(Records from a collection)
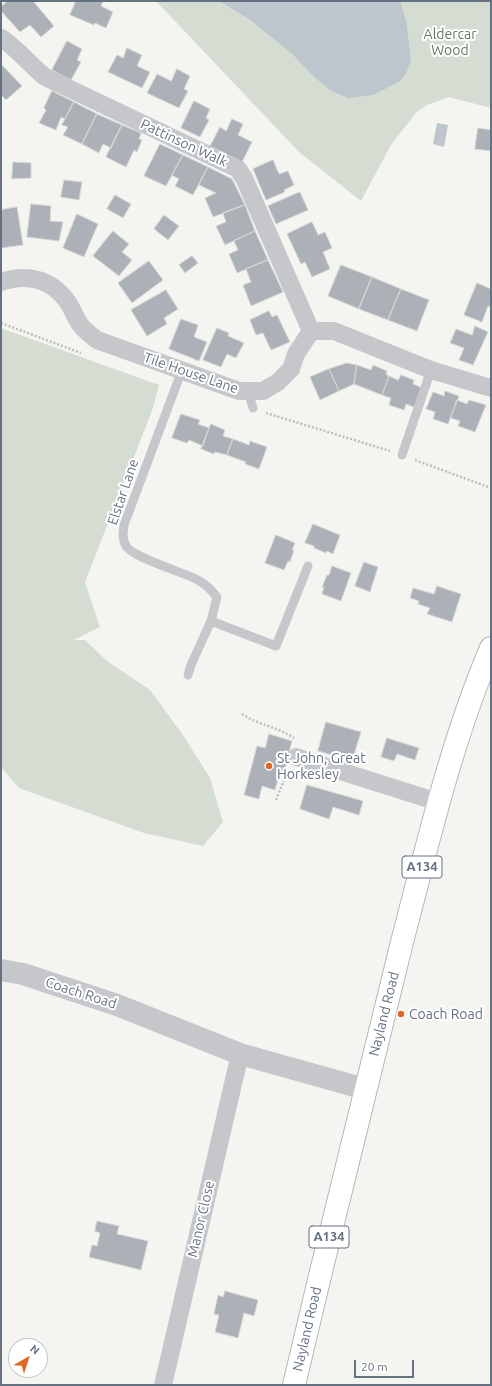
<!DOCTYPE html>
<html>
<head>
<meta charset="utf-8">
<style>
	body { margin:0 }
	#map { position:relative; width:492px; height:1386px; overflow:hidden; background:#f4f5f1; font-family:Ubuntu,sans-serif }
	canvas { display:block }
	.frame { position:absolute; inset:0; border:2px solid #647181; pointer-events:none }
	.north { position:absolute; left:8px; top:1338px; width:40px; height:40px; box-sizing:border-box; background:#fff; border:1px solid #c1c6cd; border-radius:50%; rotate:39deg; font-size:11px; font-weight:700; line-height:16px; text-align:center; color:#647181 }
	.north::after { content:''; display:block; margin:auto; width:14px; height:18px; background:#de6927; clip-path:polygon(50% 0,100% 100%,50% 72%,0 100%) }
	.scale { position:absolute; left:354px; top:1360px; width:60px; height:18px; box-sizing:border-box; border:2px solid #647181; border-top:0; padding-left:5px; font-size:12px; line-height:14px; white-space:nowrap; color:#647181; -webkit-text-stroke:3px #fff; paint-order:stroke }
</style>
</head>
<body>
<div id="map">
<canvas width="492" height="1386"></canvas>
<div class="frame"></div>
<div class="north">N</div>
<div class="scale">20 m</div>
</div>
<script>
const context = document.querySelector('canvas').getContext('2d');
context.lineJoin = 'round';
function paint(path, color) { context.fillStyle = color; context.fill(path, 'evenodd'); }
function strokePath(path, color, width, dash) { context.strokeStyle = color; context.lineWidth = width; context.lineCap = dash ? 'butt' : 'round'; context.setLineDash(dash || []); context.stroke(path); }
function drawText(font, color, halo, rows, align = 'center') {
  context.font = font + ' Ubuntu,sans-serif'; context.lineWidth = 4; context.setLineDash([]); context.textBaseline = 'middle'; context.strokeStyle = halo; context.fillStyle = color; for (const [text, x, y, turn = 0] of rows) {
    context.save(); context.translate(x, y); context.rotate((+turn || 0) * Math.PI / 180); context.textAlign = isNaN(turn) ? turn : align; if (halo) context.strokeText(text, 0, 0); context.fillText(text, 0, 0); context.restore();
  }
}
paint(new Path2D(`
	M156,1H219L250,20L292,54L313,76L406,74L411,61L407,23L400,1H491V108L449,97L427,105L417,112L392,143L361,201L299,152Z
	M1,328L159,385L152,411L85,582L100,627L74,640H85L107,661L150,690L183,735L210,778L223,822L203,846L144,833L19,788L1,767Z`), '#d5dcd2');
paint(new Path2D(`
	M219,1H400L407,23L411,61L406,74L399,82L373,95L348,98L330,90L313,76L292,54L250,20Z
	M437,123L448,125L444,147L433,144Z`), '#bdc6cc');
const building = new Path2D(`
	M8,1H33L54,26L41,37L30,25L20,32L1,11V7Z
	M76,1H103L101,6L113,12L106,28L95,23L94,25L70,15Z
	M67,41L82,49L77,60L81,62L71,80L52,70Z
	M127,48L142,55L137,66L150,72L142,88L108,72L117,55L123,58Z
	M1,64L22,86L6,100L1,95Z
	M177,69L190,76L184,89L188,91L179,108L147,93L157,74L171,81Z
	M52,91L74,102L65,119L61,117L56,130L39,123L46,110L44,108Z
	M194,101L210,109L206,118L209,120L200,137L181,128Z
	M74,102L97,114L82,144L63,135L68,127L62,125Z
	M97,114L122,125L111,148L103,144L99,153L82,144Z
	M232,119L243,124L238,135L252,142L242,162L210,146L220,127L226,131Z
	M122,125L141,133L139,139L142,140L137,152L134,150L126,167L106,157Z
	M478,128L491,130V151L475,149Z
	M160,144L183,155L166,186L144,176Z
	M183,155L208,167L193,195L175,186L179,179L172,175Z
	M273,160L279,174L288,171L294,185L284,190L285,192L266,200L253,169Z
	M13,162L31,163V178L12,179Z
	M208,167L232,179L245,205L213,217L205,198L216,193L199,185Z
	M64,180L82,182L79,200L61,197Z
	M300,192L308,210L276,224L268,206Z
	M115,195L131,204L123,218L107,209Z
	M31,204L51,206L50,221L63,222L59,241L27,237Z
	M245,205L255,231L225,245L216,226L226,222L223,213Z
	M17,207L23,245L1,248V210Z
	M77,214L98,224L84,257L63,248Z
	M164,215L179,226L168,240L154,229Z
	M312,222L318,235L325,232L332,248L323,252L330,269L312,277L305,262L301,264L287,234Z
	M113,231L129,244L122,252L132,260L119,276L93,256Z
	M255,231L268,260L237,273L229,254L238,250L234,241Z
	M192,256L198,263L185,273L179,265Z
	M268,260L283,292L251,306L243,285L251,282L246,269Z
	M149,261L163,280L132,303L118,283Z
	M341,265L372,277L359,309L328,296Z
	M372,277L401,289L388,320L359,309Z
	M477,283L491,289V307L488,306L482,322L464,315Z
	M401,289L429,300L417,331L388,320Z
	M166,290L178,309L164,318L167,324L147,336L131,310Z
	M269,311L272,317L277,315L290,342L271,350L263,333L256,335L250,320Z
	M181,319L198,325L194,337L207,342L199,361L169,349Z
	M475,326L488,332L473,365L459,360L464,348L450,343L456,329L472,335Z
	M217,328L229,333L228,336L244,343L236,358L227,354L221,367L203,360Z
	M347,363L357,365L354,384L339,391L329,369Z
	M357,365L371,370L373,365L387,371L386,374L389,376L382,395L354,384Z
	M329,369L339,391L320,400L310,377Z
	M401,375L414,380L413,384L422,388L414,407L406,404L404,410L389,405L391,398L382,395L389,376L398,380Z
	M445,391L459,396L448,424L433,419L435,412L426,409L433,392L444,396Z
	M457,400L467,404L469,400L486,405L475,432L458,426L460,421L451,418Z
	M181,414L200,420L198,424L209,428L203,446L189,440L187,443L172,438Z
	M211,424L225,430L223,436L233,439L227,455L215,452L214,454L201,449Z
	M233,439L249,445L250,441L267,447L259,469L245,464L246,462L227,455Z
	M313,524L340,535L333,554L327,551L326,553L314,548V546L305,543Z
	M276,535L295,543L292,550H294L290,562L288,561L284,570L265,563Z
	M364,562L378,567L370,592L355,586Z
	M332,566L351,573L341,601L322,594L324,587H322L327,575H329Z
	M437,586L461,594L452,622L427,614L430,608L418,604L419,601L410,598L413,588L434,594Z
	M326,722L361,732L353,758L332,752V755L318,751Z
	M269,734L292,741L288,756L289,761L287,760L284,773L280,772L275,790L262,786L259,799L244,795L257,746L265,748Z
	M387,738L419,748L415,760L397,754L394,761L381,757Z
	M307,785L363,801L359,815L333,807L329,819L300,809Z
	M97,1221L119,1226L117,1234L148,1241L141,1270L89,1257L92,1245L97,1246L100,1233L95,1231Z
	M225,1291L258,1300L254,1316L244,1313L238,1338L215,1332L219,1315L214,1314L218,1295L223,1297Z`);
paint(building, '#abb1b7');
strokePath(building, '#d6d6d4', 1);
const primary = new Path2D(`
	M294,1385C329,1237 365,1089 402,942C428,843 451,742 491,648`);
strokePath(primary, '#b5b8bc', 24);
strokePath(new Path2D(`
	M1,323L81,353
	M266,413L390,451
	M415,460L491,488
	M242,714C258,725 278,727 294,738
	M276,800L287,773`), '#bcbec0', 2.5, [2, 2]);
strokePath(new Path2D(`
	M182,370L124,525C123,533 122,539 126,546C132,557 182,572 196,579C205,583 211,590 217,597L211,621L191,665L188,675
	M248,392L253,408
	M402,455L431,370
	M211,621L276,646L308,566`), '#c5c7cb', 9);
strokePath(new Path2D(`
	M1,38C17,48 30,65 45,77L238,169L244,178L311,331
	M1,282C27,273 51,279 67,301C73,309 76,321 83,328C87,332 92,336 97,340L239,391H263L278,382L291,369L296,354L311,331H334L431,370L491,388
	M296,757L438,802
	M163,1385L240,1054`), '#c5c7cb', 18);
strokePath(new Path2D(`
	M1,970L23,974L117,1005L240,1054L365,1089`), '#c5c7cb', 22);
strokePath(primary, '#fff', 22);
for (const [x, y, r, color] of [
	[269,766,4,"#de6927"],
	[401,1014,4,"#de6927"]
]) { const dot = new Path2D(); dot.arc(x, y, r, 0, 2 * Math.PI); context.fillStyle = color; context.fill(dot); strokePath(dot, '#fff', 1.5); }
for (const [x, y, w] of [
	[422,867,40],
	[329,1237,40]
]) { const box = new Path2D(); box.roundRect(x - w / 2, y - 11, w, 22, 3); context.fillStyle = '#fff'; context.fill(box); strokePath(box, '#647181', 1); }
drawText('bold 13px', '#647181', null, [
	["A134",422,867],
	["A134",329,1237]
]);
drawText('14px', '#657963', '#fff', [
	["Aldercar",450,34],
	["Wood",450,50]
]);
drawText('14px', '#647181', '#fff', [
	["Pattinson Walk",184,143,25],
	["Tile House Lane",191,373,19],
	["Elstar Lane",123,492,-71],
	["Coach Road",81,993,18],
	["Nayland Road",384,1014,-76],
	["Manor Close",201,1219,-77],
	["Nayland Road",307,1329,-77]
]);
drawText('14px', '#647181', '#fff', [
	["St John, Great",277,758],
	["Horkesley",277,774],
	["Coach Road",409,1014]
], 'left');
</script>
</body>
</html>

• **Assigned task**:
Which of the lines above hold the string "background"? Copy each one.

• **Result of this exercise**:
	#map { position:relative; width:492px; height:1386px; overflow:hidden; background:#f4f5f1; font-family:Ubuntu,sans-serif }
	.north { position:absolute; left:8px; top:1338px; width:40px; height:40px; box-sizing:border-box; background:#fff; border:1px solid #c1c6cd; border-radius:50%; rotate:39deg; font-size:11px; font-weight:700; line-height:16px; text-align:center; color:#647181 }
	.north::after { content:''; display:block; margin:auto; width:14px; height:18px; background:#de6927; clip-path:polygon(50% 0,100% 100%,50% 72%,0 100%) }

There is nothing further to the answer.